**What to produce:**
Only the lines below, from the one with "position:absolute; left:483px; top:24px;" through the one with "M0 896 102 1046", are to be written out, exactly.

-------- Material for the task --------

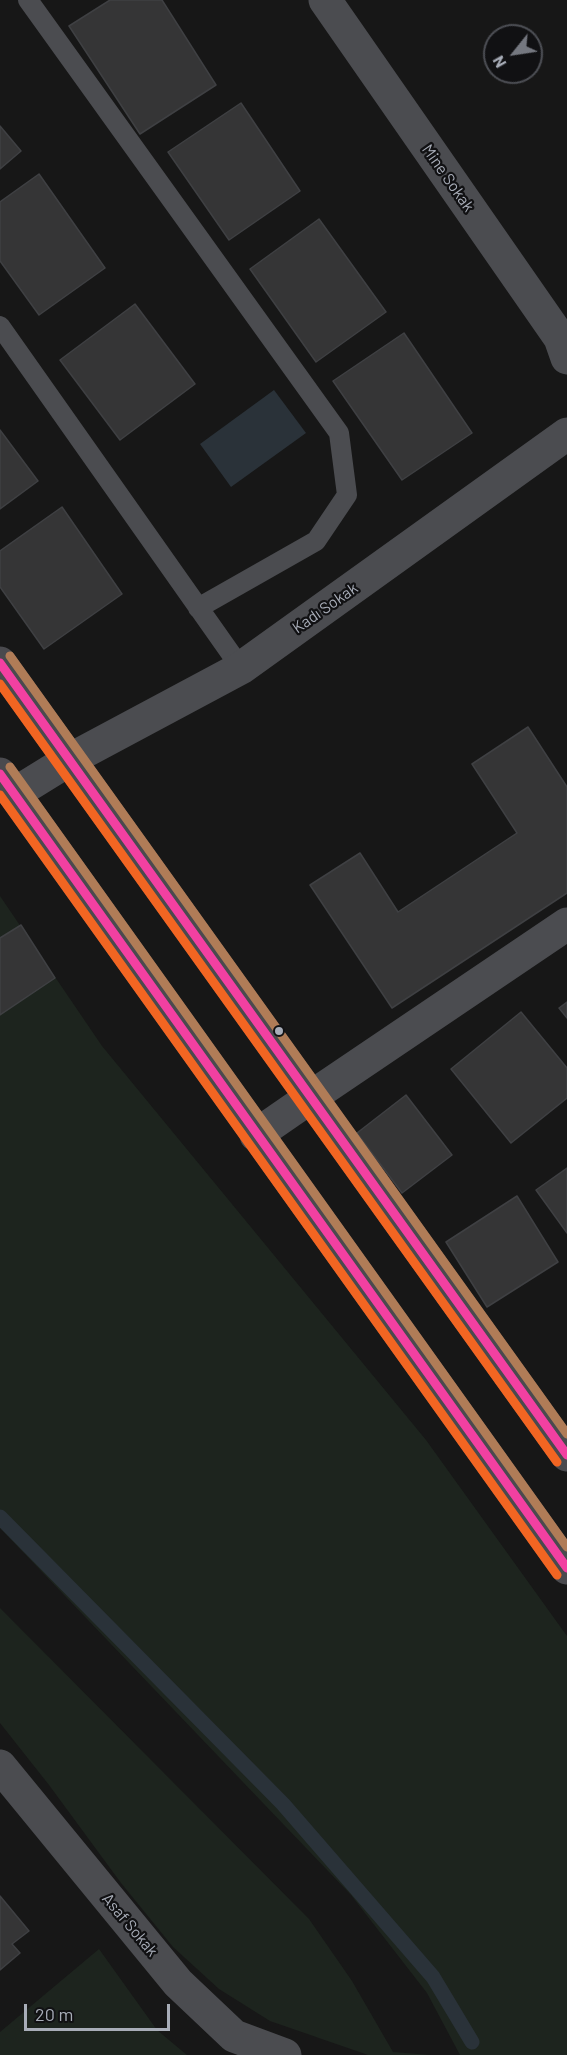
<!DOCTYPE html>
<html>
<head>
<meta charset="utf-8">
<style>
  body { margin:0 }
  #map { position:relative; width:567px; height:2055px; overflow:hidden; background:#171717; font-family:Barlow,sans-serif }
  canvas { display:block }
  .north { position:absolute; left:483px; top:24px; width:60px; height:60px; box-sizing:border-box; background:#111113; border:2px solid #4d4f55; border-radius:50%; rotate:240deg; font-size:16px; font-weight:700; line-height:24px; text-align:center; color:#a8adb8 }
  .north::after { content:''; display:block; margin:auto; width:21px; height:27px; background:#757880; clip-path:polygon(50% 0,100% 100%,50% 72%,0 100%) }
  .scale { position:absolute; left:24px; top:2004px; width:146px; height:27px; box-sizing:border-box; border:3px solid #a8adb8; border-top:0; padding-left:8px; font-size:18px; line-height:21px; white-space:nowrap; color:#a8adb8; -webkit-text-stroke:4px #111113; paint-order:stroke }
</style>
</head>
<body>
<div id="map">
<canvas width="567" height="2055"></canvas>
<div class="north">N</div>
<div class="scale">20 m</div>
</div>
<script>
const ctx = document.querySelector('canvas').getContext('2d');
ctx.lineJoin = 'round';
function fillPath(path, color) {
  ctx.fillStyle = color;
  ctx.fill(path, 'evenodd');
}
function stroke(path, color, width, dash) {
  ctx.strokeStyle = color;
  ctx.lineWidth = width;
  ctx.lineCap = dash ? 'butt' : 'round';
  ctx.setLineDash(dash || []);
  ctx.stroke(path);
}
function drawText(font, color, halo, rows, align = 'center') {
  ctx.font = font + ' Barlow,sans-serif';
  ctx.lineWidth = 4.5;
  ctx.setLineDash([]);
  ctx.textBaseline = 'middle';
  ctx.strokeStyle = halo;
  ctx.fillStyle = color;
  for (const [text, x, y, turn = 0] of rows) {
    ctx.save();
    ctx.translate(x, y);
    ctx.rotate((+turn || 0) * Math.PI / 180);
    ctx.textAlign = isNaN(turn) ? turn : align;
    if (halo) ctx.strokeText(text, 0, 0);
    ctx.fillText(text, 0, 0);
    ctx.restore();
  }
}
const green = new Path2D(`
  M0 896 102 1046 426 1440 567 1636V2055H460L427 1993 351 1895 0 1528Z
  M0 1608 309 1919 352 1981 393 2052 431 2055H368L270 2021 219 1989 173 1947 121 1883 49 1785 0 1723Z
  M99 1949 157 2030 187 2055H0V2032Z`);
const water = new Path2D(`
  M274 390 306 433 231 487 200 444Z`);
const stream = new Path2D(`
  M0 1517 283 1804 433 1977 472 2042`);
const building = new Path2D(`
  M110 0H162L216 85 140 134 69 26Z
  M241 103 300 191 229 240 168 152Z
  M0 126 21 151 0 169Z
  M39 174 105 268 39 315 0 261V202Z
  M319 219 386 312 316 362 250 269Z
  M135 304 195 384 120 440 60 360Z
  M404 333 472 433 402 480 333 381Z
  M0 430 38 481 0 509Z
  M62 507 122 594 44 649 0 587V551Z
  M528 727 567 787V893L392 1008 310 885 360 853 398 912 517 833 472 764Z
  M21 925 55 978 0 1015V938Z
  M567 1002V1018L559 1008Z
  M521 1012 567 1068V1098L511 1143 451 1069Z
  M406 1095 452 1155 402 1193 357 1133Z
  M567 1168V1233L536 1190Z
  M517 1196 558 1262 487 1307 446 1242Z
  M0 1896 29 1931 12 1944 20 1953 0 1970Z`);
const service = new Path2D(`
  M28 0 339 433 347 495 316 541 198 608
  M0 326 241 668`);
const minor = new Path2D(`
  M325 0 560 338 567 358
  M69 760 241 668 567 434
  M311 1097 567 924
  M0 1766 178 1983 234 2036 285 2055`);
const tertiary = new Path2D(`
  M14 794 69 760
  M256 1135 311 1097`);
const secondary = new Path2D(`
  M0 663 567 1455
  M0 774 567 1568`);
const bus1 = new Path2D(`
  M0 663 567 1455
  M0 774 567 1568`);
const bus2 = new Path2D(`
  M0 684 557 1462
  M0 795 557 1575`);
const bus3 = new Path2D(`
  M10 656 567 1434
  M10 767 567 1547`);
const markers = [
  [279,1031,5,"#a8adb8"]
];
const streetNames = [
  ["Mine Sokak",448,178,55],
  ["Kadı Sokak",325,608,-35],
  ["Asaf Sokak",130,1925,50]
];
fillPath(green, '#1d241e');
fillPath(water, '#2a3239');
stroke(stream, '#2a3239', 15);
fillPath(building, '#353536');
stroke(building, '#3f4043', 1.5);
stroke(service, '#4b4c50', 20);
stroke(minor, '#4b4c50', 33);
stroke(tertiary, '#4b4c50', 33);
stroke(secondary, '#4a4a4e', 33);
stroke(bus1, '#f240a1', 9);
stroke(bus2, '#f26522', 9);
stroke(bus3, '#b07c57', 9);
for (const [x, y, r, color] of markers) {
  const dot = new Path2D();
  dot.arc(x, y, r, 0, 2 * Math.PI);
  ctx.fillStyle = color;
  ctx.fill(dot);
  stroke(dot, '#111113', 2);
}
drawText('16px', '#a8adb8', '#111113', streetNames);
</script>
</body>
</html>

--------

**Response area:**
  .north { position:absolute; left:483px; top:24px; width:60px; height:60px; box-sizing:border-box; background:#111113; border:2px solid #4d4f55; border-radius:50%; rotate:240deg; font-size:16px; font-weight:700; line-height:24px; text-align:center; color:#a8adb8 }
  .north::after { content:''; display:block; margin:auto; width:21px; height:27px; background:#757880; clip-path:polygon(50% 0,100% 100%,50% 72%,0 100%) }
  .scale { position:absolute; left:24px; top:2004px; width:146px; height:27px; box-sizing:border-box; border:3px solid #a8adb8; border-top:0; padding-left:8px; font-size:18px; line-height:21px; white-space:nowrap; color:#a8adb8; -webkit-text-stroke:4px #111113; paint-order:stroke }
</style>
</head>
<body>
<div id="map">
<canvas width="567" height="2055"></canvas>
<div class="north">N</div>
<div class="scale">20 m</div>
</div>
<script>
const ctx = document.querySelector('canvas').getContext('2d');
ctx.lineJoin = 'round';
function fillPath(path, color) {
  ctx.fillStyle = color;
  ctx.fill(path, 'evenodd');
}
function stroke(path, color, width, dash) {
  ctx.strokeStyle = color;
  ctx.lineWidth = width;
  ctx.lineCap = dash ? 'butt' : 'round';
  ctx.setLineDash(dash || []);
  ctx.stroke(path);
}
function drawText(font, color, halo, rows, align = 'center') {
  ctx.font = font + ' Barlow,sans-serif';
  ctx.lineWidth = 4.5;
  ctx.setLineDash([]);
  ctx.textBaseline = 'middle';
  ctx.strokeStyle = halo;
  ctx.fillStyle = color;
  for (const [text, x, y, turn = 0] of rows) {
    ctx.save();
    ctx.translate(x, y);
    ctx.rotate((+turn || 0) * Math.PI / 180);
    ctx.textAlign = isNaN(turn) ? turn : align;
    if (halo) ctx.strokeText(text, 0, 0);
    ctx.fillText(text, 0, 0);
    ctx.restore();
  }
}
const green = new Path2D(`
  M0 896 102 1046 426 1440 567 1636V2055H460L427 1993 351 1895 0 1528Z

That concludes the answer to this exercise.